Karila paints straight onto unprimed linen canvas, to which he first applies copious amounts of water and ink. Once the canvas has dried, he adds paint in thick, pastel brushstrokes and spreads oil paint over it with his fingers. He likens this way of painting to gardening: after it has been watered, the colours grow on the brown linen canvas like seeds from soil. The semi-abstract paintings emerge from his experiences in nature and recollections and a totally accurate replication or realistic depiction are not the aim. The emotional level is more important than the concrete, physical one. Karila’s style has points in common with those of the painters of the turn of the 19th and 20th centuries, and with post-impressionism, in which nature was often depicted in strong, complementary colours. But the ecocritique in Karila’s works anchors them firmly in the present day.

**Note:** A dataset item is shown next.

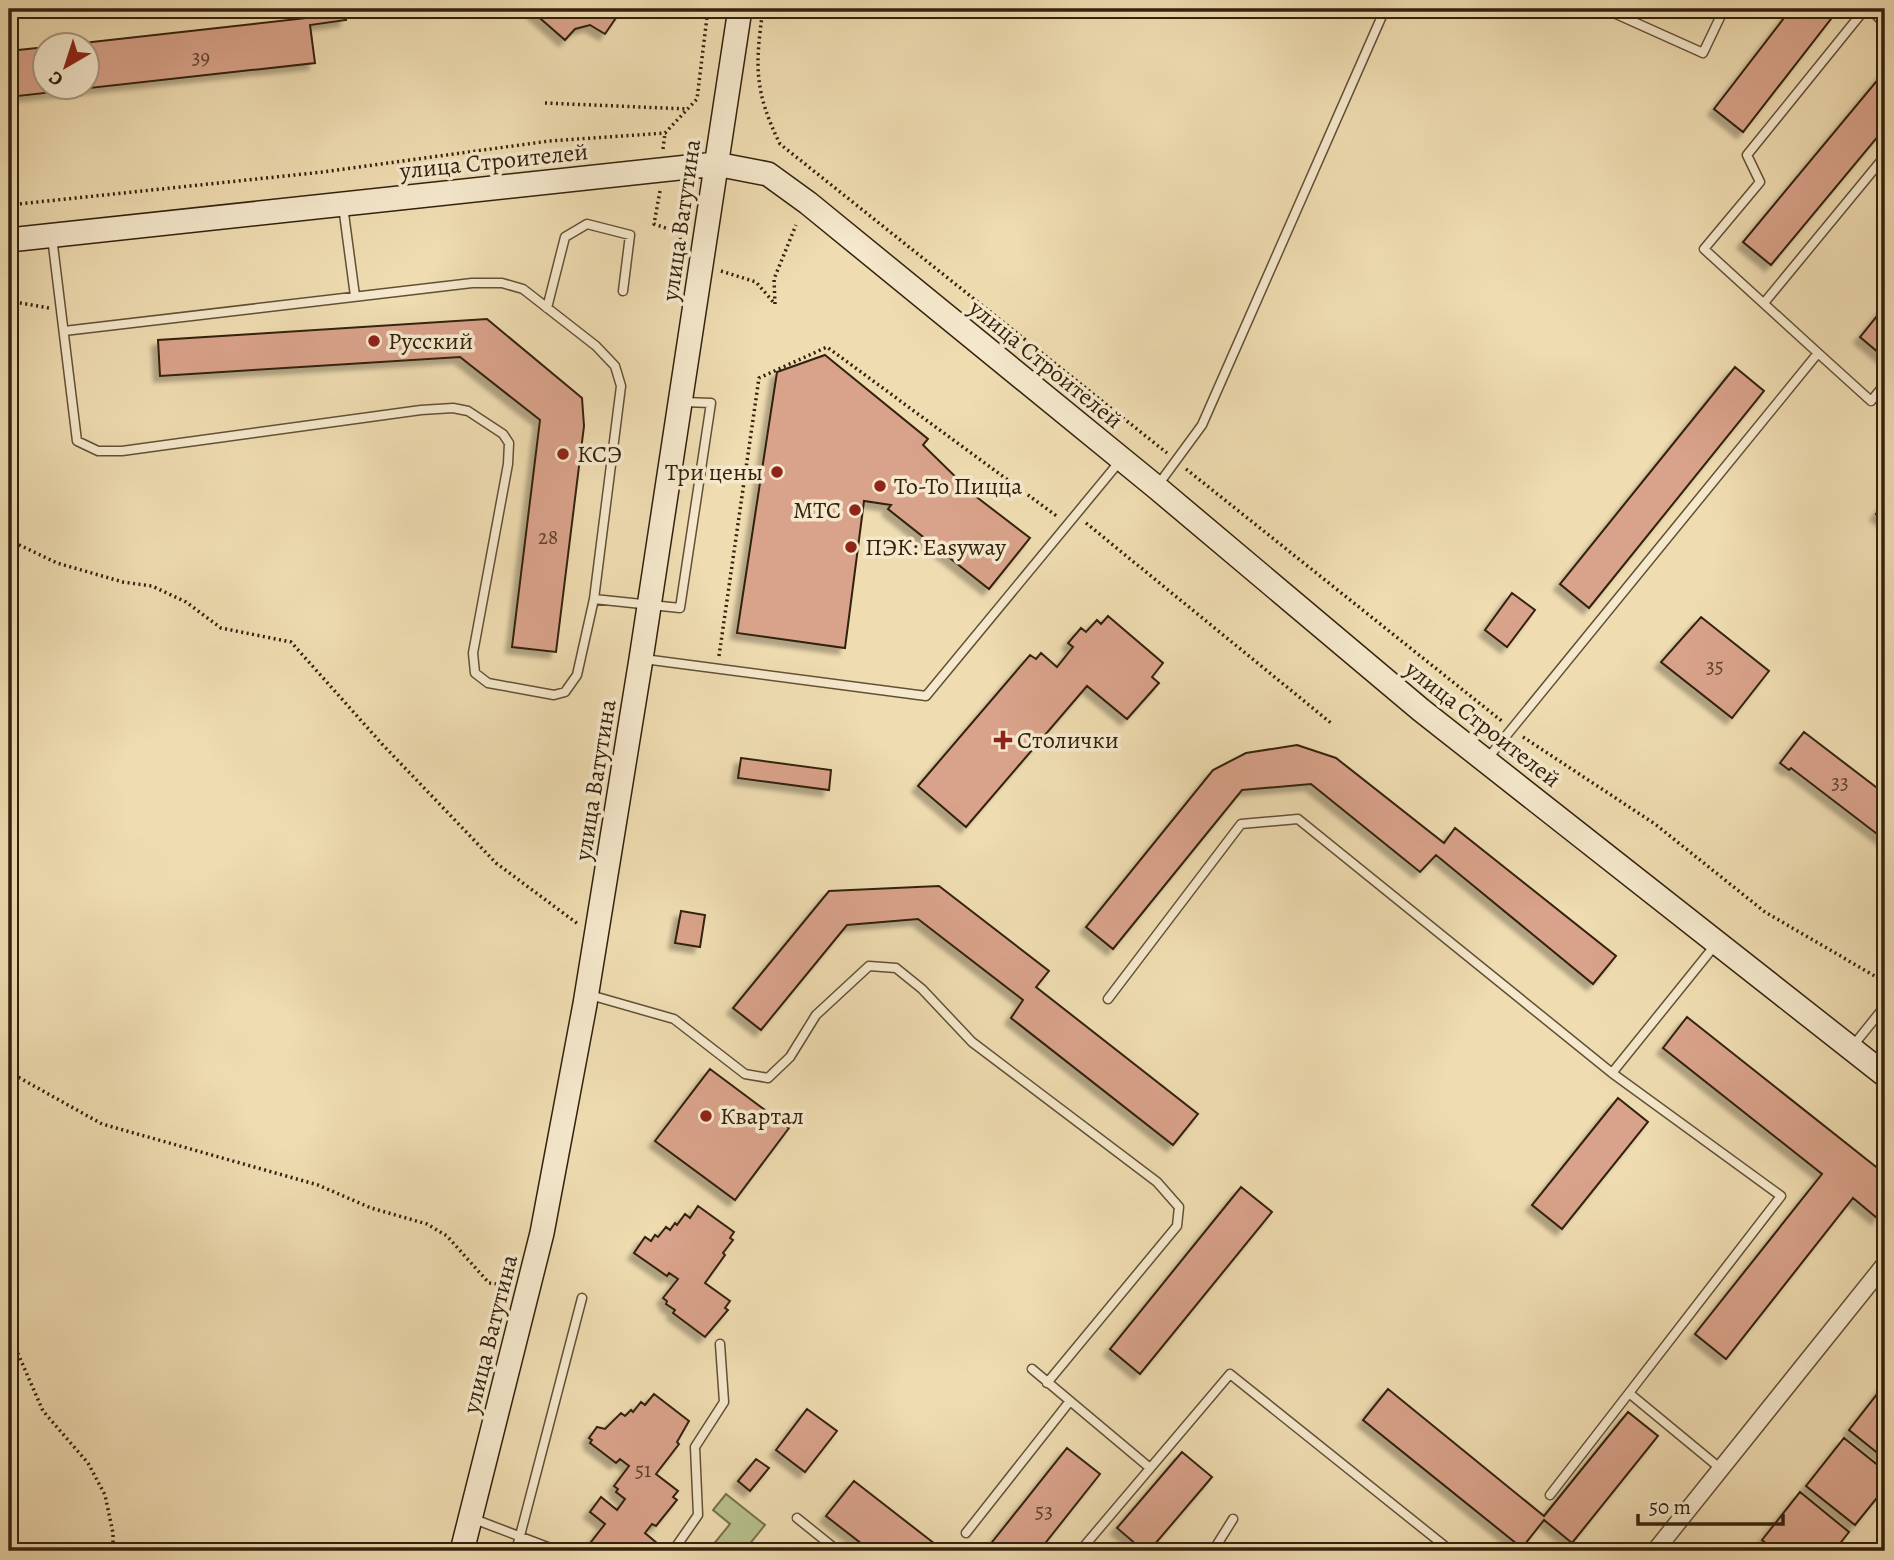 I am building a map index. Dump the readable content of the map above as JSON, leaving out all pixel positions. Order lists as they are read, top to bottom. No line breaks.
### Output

Eemil Karila’s long career has included more than 30 solo exhibitions and numerous group shows around the world, including in Germany, Estonia, Sweden, Brazil and Venezuela. Karila, who lived for a long time in Berlin, has now settled in his old home city of Rovaniemi. His art is in the collections of the Rovaniemi and Tampere Art Museums, Wihuri Foundation, Aune Laaksonen, Aine Art Museum in Tornio, the Miettinen Collection in Berlin, and elsewhere.